Published in final edited form as: Chem Commun (Camb). 2019 Aug 1;55(63):9379–9382. doi: 10.1039/c9cc03051d

Structure-Activity-Distribution Relationship Study of Anti-Cancer Antimycin-Type Depsipeptides

Jeremy Seidel a,, Yupeng Miao b,, William Porterfield a, Wenlong Cai a, Xuejun Zhu a, Seong-Jong Kim a, Fanghao Hu b, Santi Bhattarai-Kline a, Wei Min b,*, Wenjun Zhang a,*
PMCID: PMC6675640  NIHMSID: NIHMS1042517  PMID: 31317975

Abstract

Small-molecule natural products have been an essential source of pharmaceuticals to treat human diseases, but very little is known about their behavior inside dynamic, live human cells. Here, we demonstrate the first structure-activity-distribution relationship (SADR) study of complex natural products, the anti-cancer antimycin-type depsipeptides, using the emerging bioorthogonal Stimulated Raman Scattering (SRS) Microscopy. Our results show that the intracellular enrichment and distribution of these compounds are driven by their potency and specific protein targets, as well as the lipophilic nature of compounds.

Graphical Abstract

graphic file with name nihms-1042517-f0001.jpg

A structure activity distribution relationship study of antimycintype depsipeptides is demonstrated with bioorthogonal Raman microscopy.

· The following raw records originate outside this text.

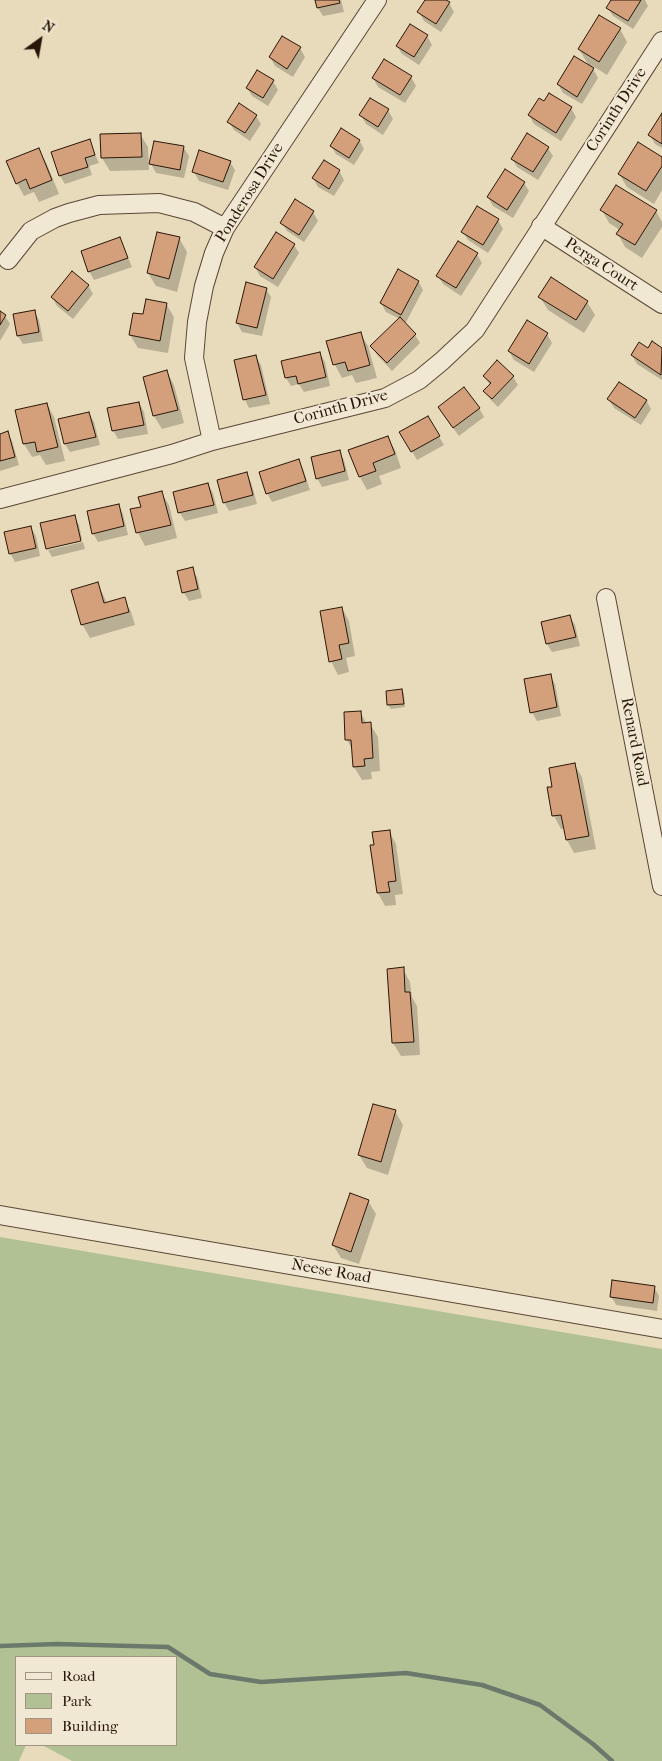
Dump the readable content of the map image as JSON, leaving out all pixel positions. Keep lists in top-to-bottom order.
{
  "streets": {
    "street": [
      "Corinth Drive",
      "Ponderosa Drive",
      "Perga Court",
      "Renard Road",
      "Neese Road"
    ]
  },
  "crossings": [
    ["Corinth Drive", "Ponderosa Drive"],
    ["Corinth Drive", "Perga Court"]
  ],
  "legend": ["Road", "Park", "Building"],
  "north": "top right"
}
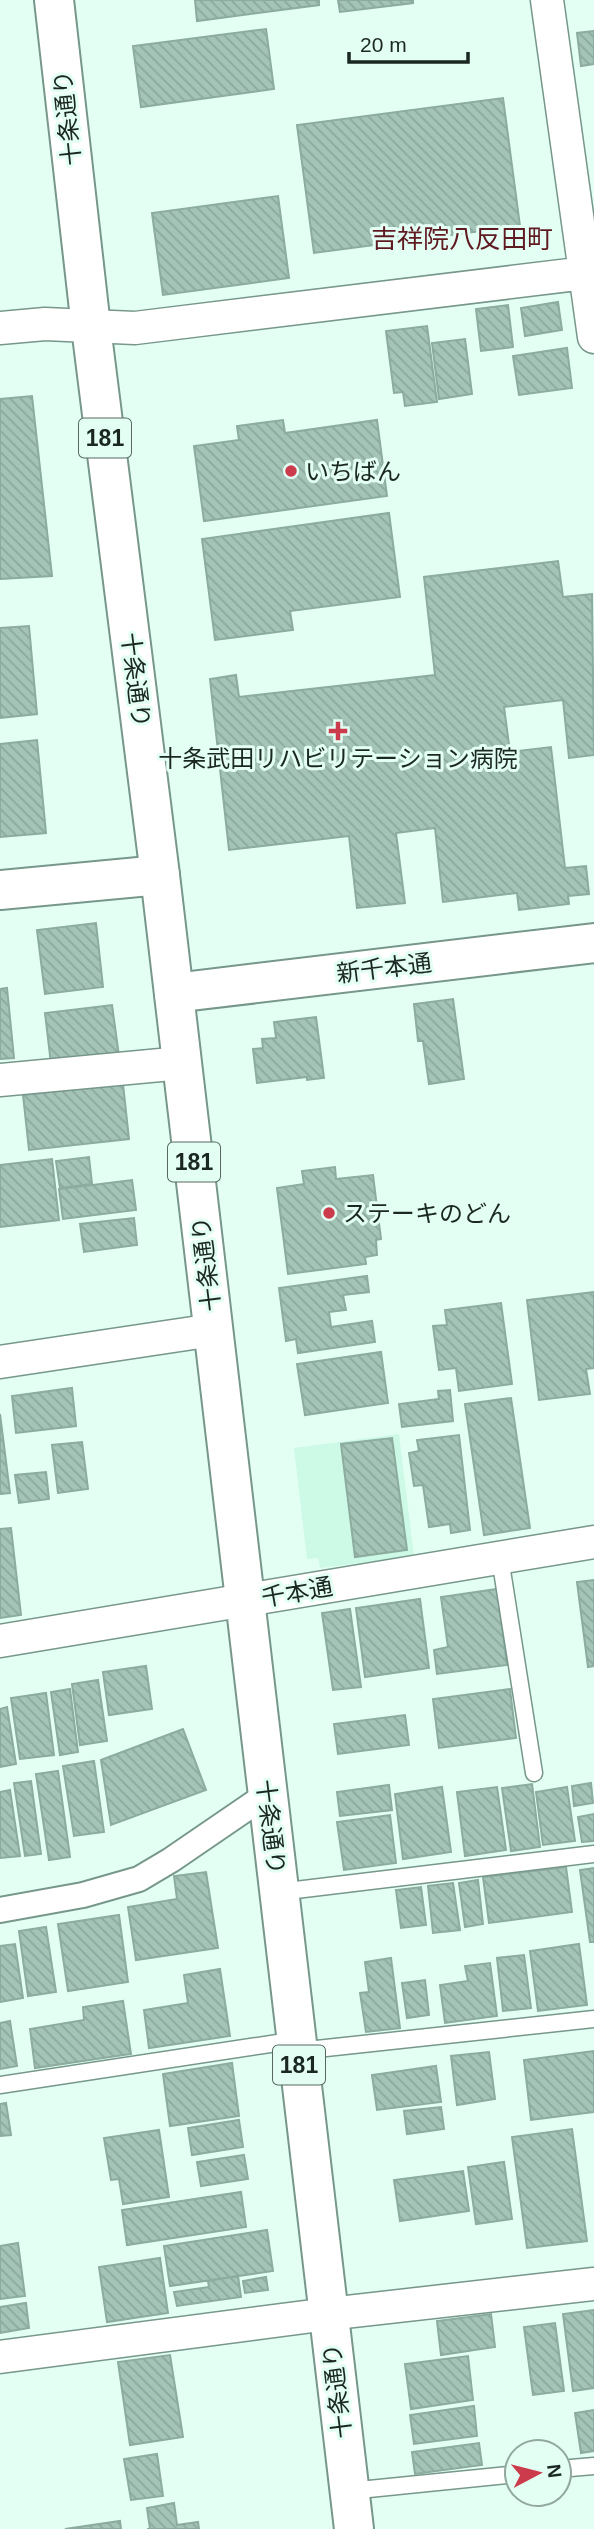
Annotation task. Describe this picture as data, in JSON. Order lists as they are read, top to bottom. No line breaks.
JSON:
{"streets":{"main road":["十条通り","181","新千本通"],"street":["千本通"]},"crossings":[["十条通り","新千本通"],["十条通り","千本通"]],"districts":["吉祥院八反田町"],"places":{"other":["いちばん","ステーキのどん"],"health":["十条武田リハビリテーション病院"]},"scale_bar":"20 m","north":"right"}
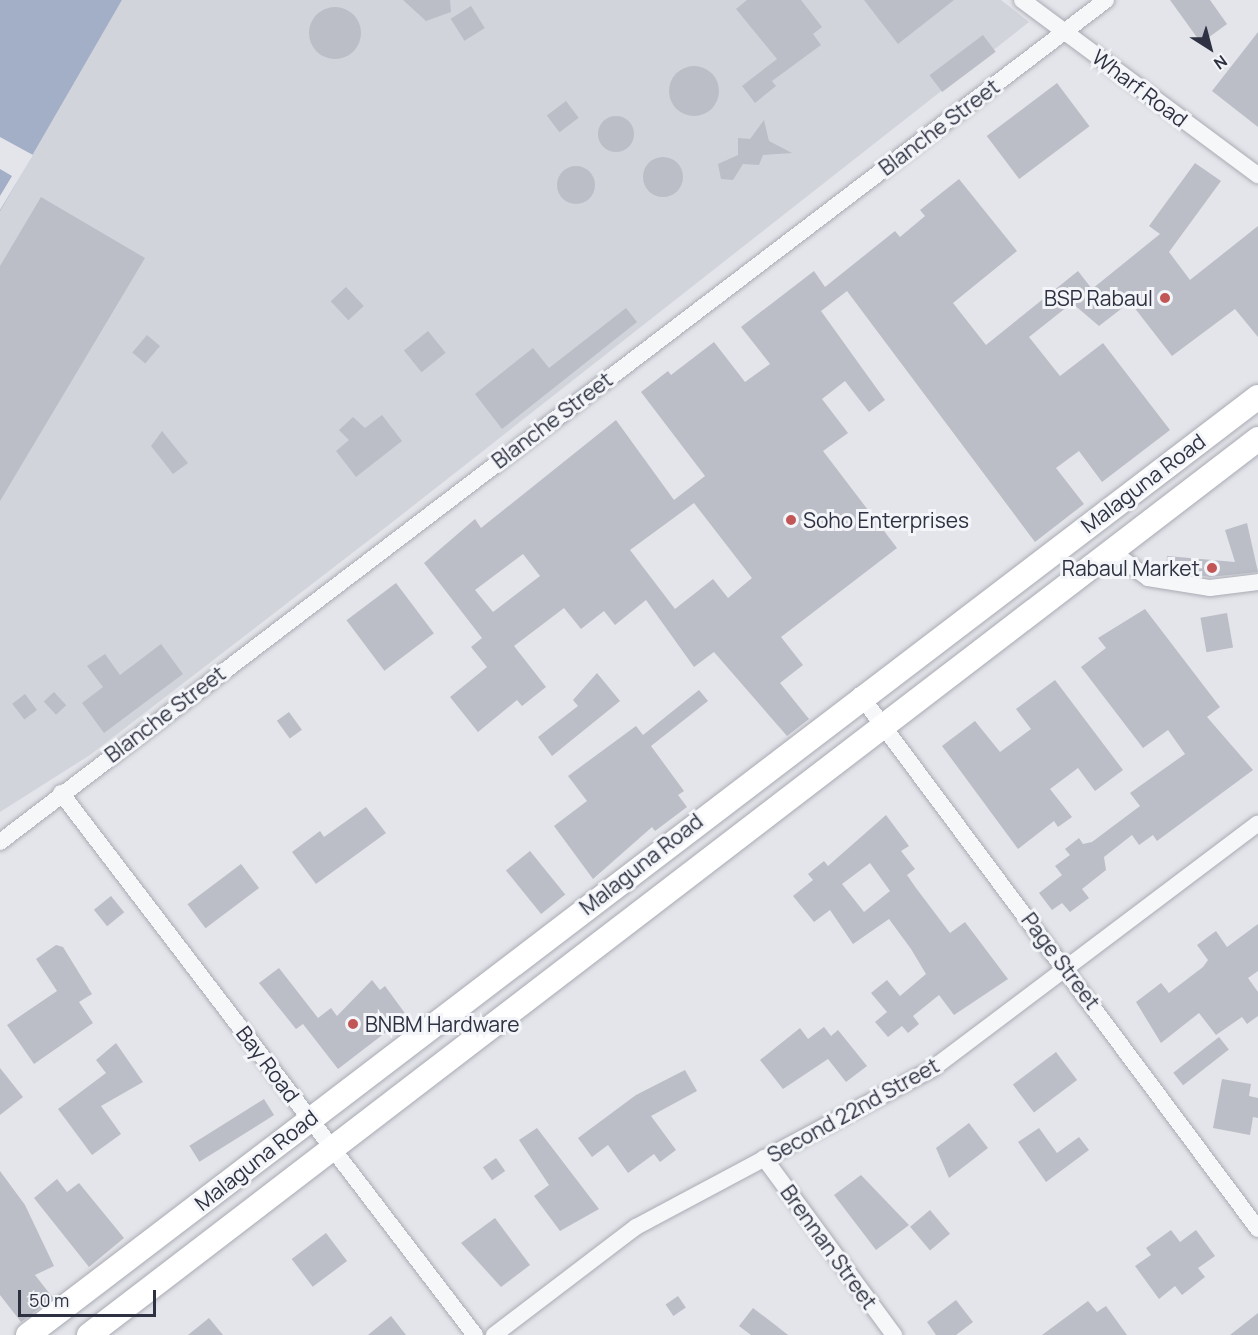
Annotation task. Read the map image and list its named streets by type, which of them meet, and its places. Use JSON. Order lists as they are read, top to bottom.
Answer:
{
  "streets": {
    "street": [
      "Wharf Road",
      "Blanche Street",
      "Malaguna Road",
      "Page Street",
      "Bay Road",
      "Second 22nd Street",
      "Brennan Street"
    ]
  },
  "crossings": [
    ["Wharf Road", "Blanche Street"],
    ["Blanche Street", "Bay Road"],
    ["Malaguna Road", "Page Street"],
    ["Malaguna Road", "Bay Road"],
    ["Page Street", "Second 22nd Street"],
    ["Second 22nd Street", "Brennan Street"]
  ],
  "places": [
    "BSP Rabaul",
    "Soho Enterprises",
    "Rabaul Market",
    "BNBM Hardware"
  ],
  "scale_bar": "50 m",
  "north": "bottom right"
}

Nature’s small molecules have played an enormous role in the history of medicinal and pharmaceutical chemistry. For example, it has been estimated that over 70% of anti-cancer small molecule treatments are natural products, their derivatives or mimics.1 Although the pharmaceutical value of natural products has been widely recognized, it is still difficult to transform medicinally active natural products into drugs. One of the major challenges is to understand the complex interplay between natural products and the network of cellular machinery beyond the specific protein targets.2 This has spurred the development of advanced imaging techniques to obtain views of natural products in cells, but often in a static and destructive manner using bulky fluorescent probes.3, 4 An improved imaging technique, which provides dynamic views of natural product uptake and distribution in live cells, will have a profound impact on natural product-based drug discovery and development.5 Tagging natural products with a bio-orthogonal alkyne functionality coupled with the Stimulated Raman Scattering (SRS) microscopy offers such promise.6, 7

Raman imaging has evolved greatly over the past decade, with improved sensitivity, resolution, and scanning speeds offered by the latest SRS technology.814 The vibrational Raman reporter can be as simple as an alkyne,6, 15 delivering chemical specificity and biocompatibility for natural product visualization and quantification in complex living systems with minimal activity perturbation of compounds. Compared to fluorescent imaging, SRS imaging offers additional advantages of minimal phototoxicity and photobleaching, allowing prolonged dynamic imaging of tagged natural products within live cells. SRS microscopy has recently been used to image various alkyne-tagged small-molecule derivatives that have high local intracellular concentrations.1621 Despite the great potential, few natural products have been imaged using SRS microscopy to probe their intracellular behavior.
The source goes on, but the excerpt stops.